## SOURCE DATA

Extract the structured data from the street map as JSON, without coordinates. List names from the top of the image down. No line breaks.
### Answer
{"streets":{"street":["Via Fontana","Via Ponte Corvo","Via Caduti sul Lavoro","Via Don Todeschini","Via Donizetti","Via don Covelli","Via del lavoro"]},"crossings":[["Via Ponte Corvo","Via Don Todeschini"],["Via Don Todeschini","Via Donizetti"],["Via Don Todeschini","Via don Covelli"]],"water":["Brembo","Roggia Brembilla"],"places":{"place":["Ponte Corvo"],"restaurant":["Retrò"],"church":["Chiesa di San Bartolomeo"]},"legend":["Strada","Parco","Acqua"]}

## TASK BRIEF
The data must be retyped in full, exactly as it reads.

## RESPONSE TO THE TASK
Extract the structured data from the street map as JSON, without coordinates. List names from the top of the image down. No line breaks.
### Answer
{"streets":{"street":["Via Fontana","Via Ponte Corvo","Via Caduti sul Lavoro","Via Don Todeschini","Via Donizetti","Via don Covelli","Via del lavoro"]},"crossings":[["Via Ponte Corvo","Via Don Todeschini"],["Via Don Todeschini","Via Donizetti"],["Via Don Todeschini","Via don Covelli"]],"water":["Brembo","Roggia Brembilla"],"places":{"place":["Ponte Corvo"],"restaurant":["Retrò"],"church":["Chiesa di San Bartolomeo"]},"legend":["Strada","Parco","Acqua"]}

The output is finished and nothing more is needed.